XV. Meeting of the PCC, Bucharest, 25-26 November 1976
Editorial Note
The meeting was the first after the conclusion in August 1975 of the Helsinki Final Act that fulfilled the long-standing Soviet goal of convening the Conference on Security and Cooperation in Europe. Although Brezhnev professed gratification, the erosion of détente and uncertainty about where the "Helsinki process" might lead cast a shadow over the accomplishment. He described the situation as being marked by "sharp ideological struggle concerning the substance and perspectives of the process of international détente".
Rather than to celebrate, the participants discussed how best to contain undesirable trends that had been set in motion by the Helsinki agreement, such as the "stir about human contacts," or potentially disruptive repercussions of closer economic relations with the West.
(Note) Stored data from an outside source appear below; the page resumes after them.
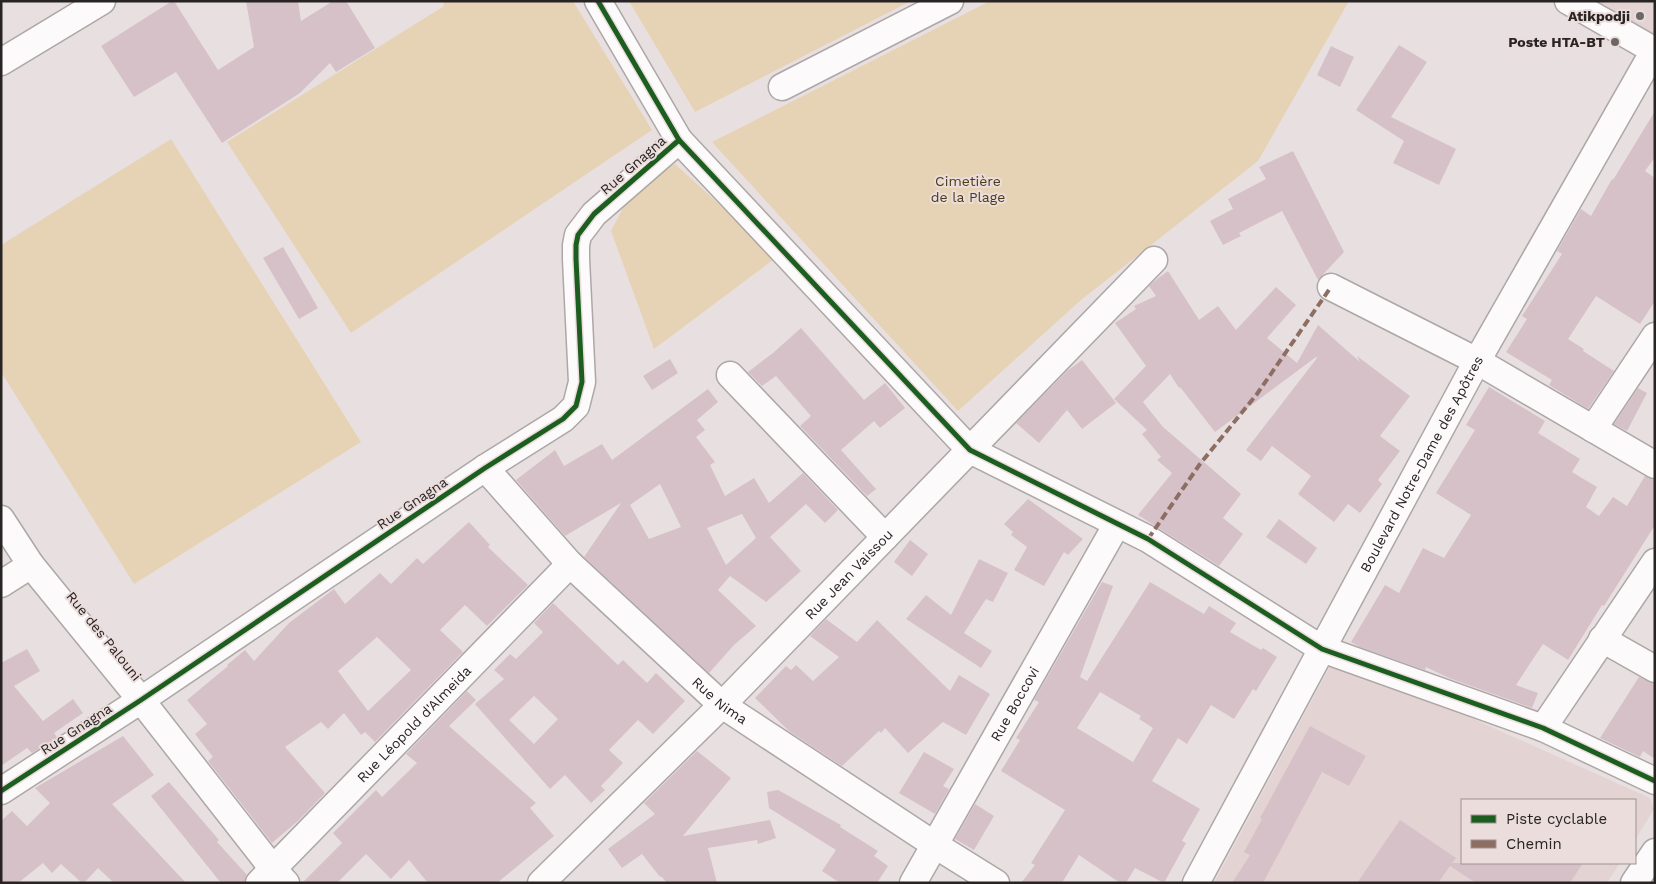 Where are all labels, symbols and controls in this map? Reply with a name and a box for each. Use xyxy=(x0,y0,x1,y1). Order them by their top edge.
place label: Atikpodji xyxy=(1568,8,1630,24)
marker: Atikpodji xyxy=(1634,10,1646,22)
place label: Poste HTA-BT xyxy=(1508,34,1605,50)
marker: Poste HTA-BT xyxy=(1609,36,1621,48)
street label: Rue Gnagna xyxy=(597,132,669,198)
park label: Cimetière de la Plage xyxy=(931,173,1005,205)
street label: Boulevard Notre-Dame des Apôtres xyxy=(1357,353,1486,575)
street label: Rue Gnagna xyxy=(374,474,450,532)
street label: Rue Jean Vaissou xyxy=(802,526,896,623)
street label: Rue des Palouni xyxy=(63,588,145,684)
street label: Rue Léopold d'Almeida xyxy=(354,662,474,786)
street label: Rue Boccovi xyxy=(987,664,1042,744)
street label: Rue Nima xyxy=(689,674,750,727)
street label: Rue Gnagna xyxy=(37,700,115,758)
legend xyxy=(1461,799,1636,864)
text: Piste cyclable xyxy=(1506,810,1607,828)
text: Chemin xyxy=(1506,835,1562,853)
In view of the uncertain effects of the Helsinki agreement, the GDR tried to strengthen its relationship with the Warsaw Pact by proposing to delete the clause in the 1955 Warsaw Treaty that freed East Germany from its obligation to remain a member of the alliance in the event Germany were reunified. The proposal was not acted upon.
Brezhnev expressed concern that the East was falling behind the West in propaganda - a traditional communist forte. In an attempt to block Spain's entry into NATO, the PCC issued an ineffectual statement professing a readiness to disband the Warsaw Pact if NATO disbanded itself as well.
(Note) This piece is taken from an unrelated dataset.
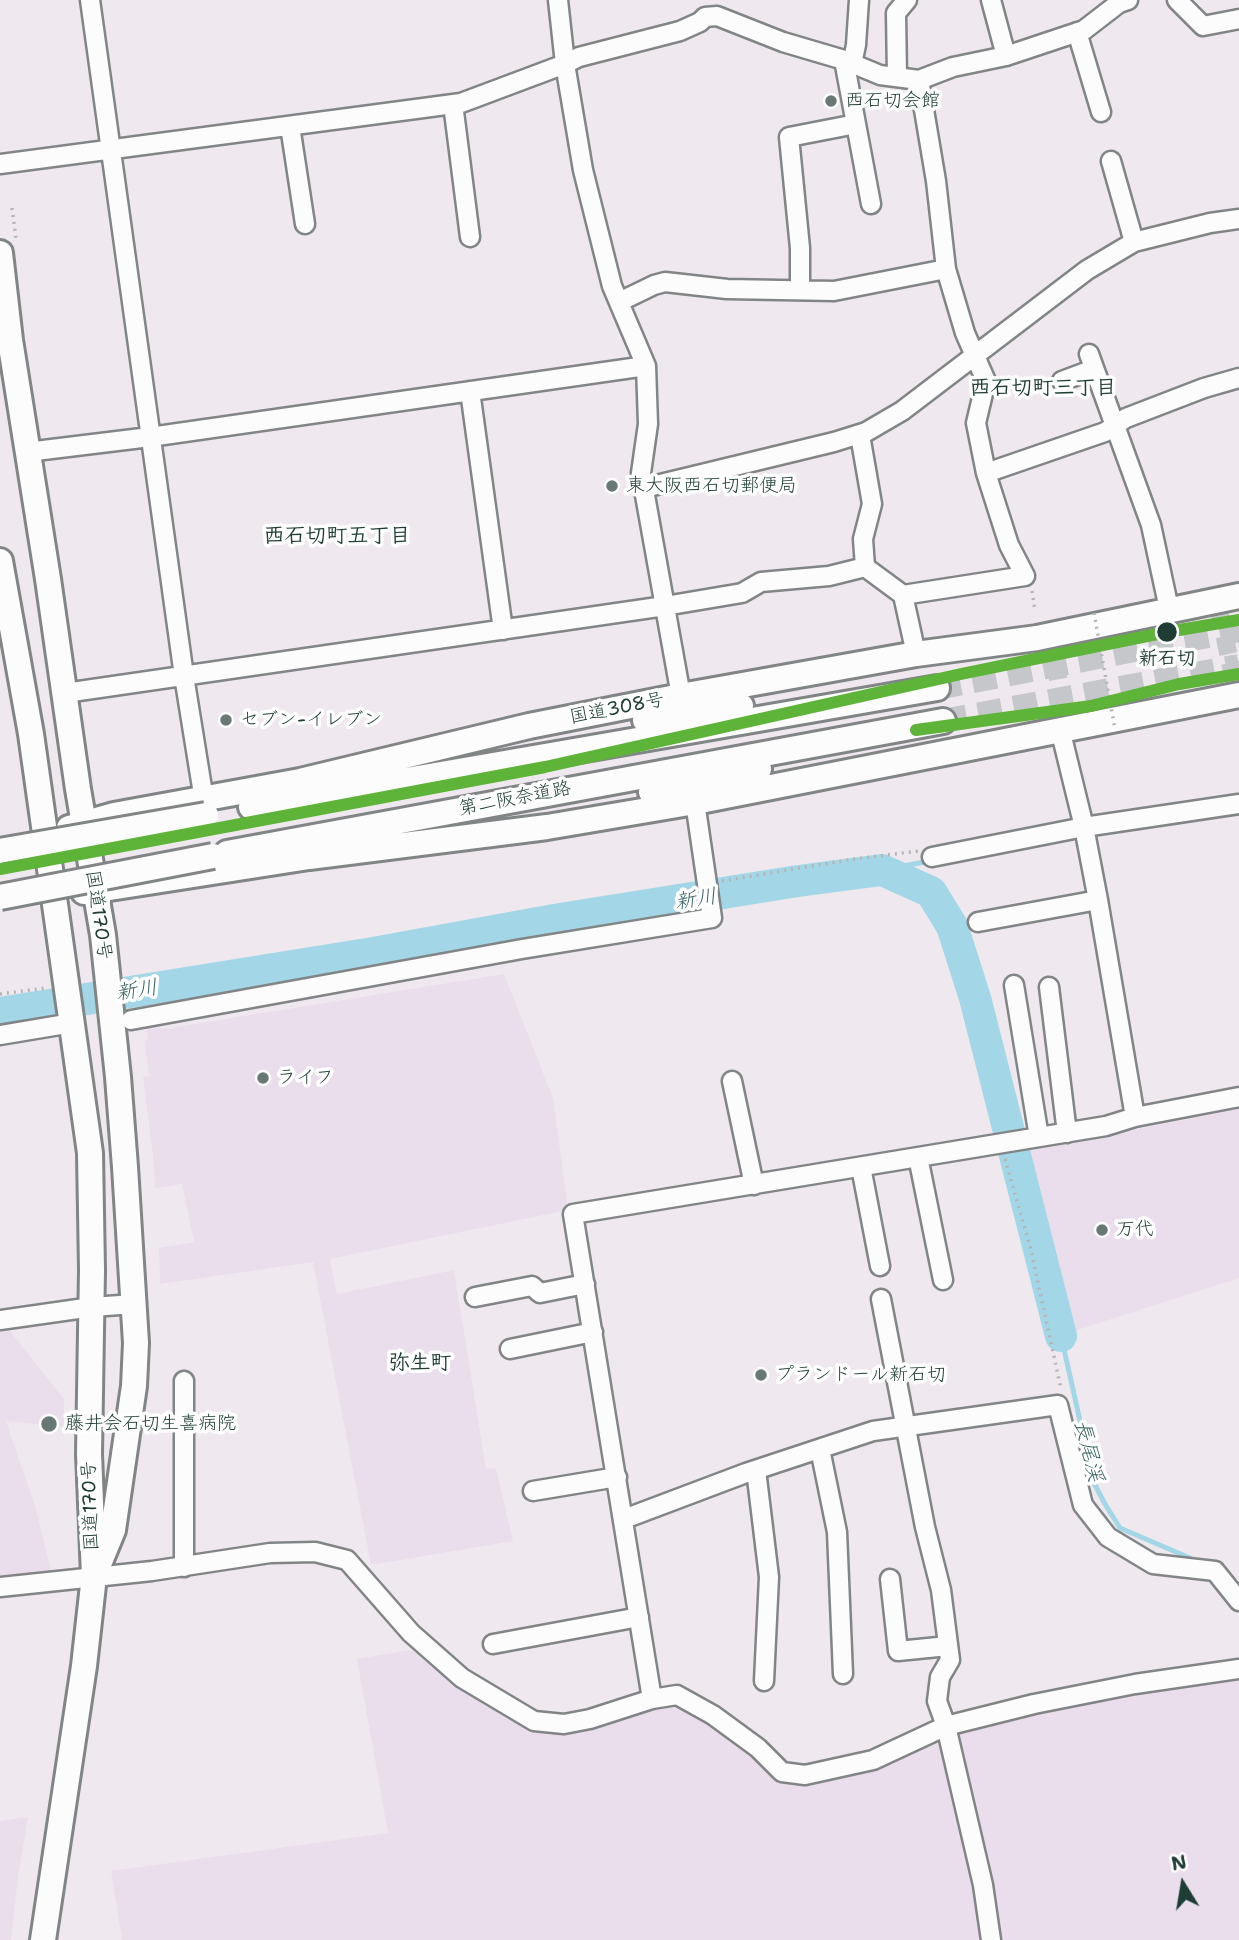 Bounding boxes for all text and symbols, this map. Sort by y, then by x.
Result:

Noting that the European Economic Community and NATO had overcome their recent crises, Brezhnev urged pressing for an agreement against the first use of nuclear weapons- an agreement which, if concluded, would have undermined the foundation on which NATO's concept of deterrence and hence its cohesion were widely believed to be resting.
Amid signs of nervousness about technological advances in NATO's conventional armaments and its organizational improvements, the PCC approved the report by supreme commander Marshal Iakubovskii, read because of his terminal illness by Gen. Gribkov, calling for the equipment of special forces with new kinds of conventional weapons.
For closer foreign policy coordination, the PCC approved the creation of a Warsaw Pact committee of ministers of foreign affairs, planned since the mid-1960s despite strenuous opposition by Romania.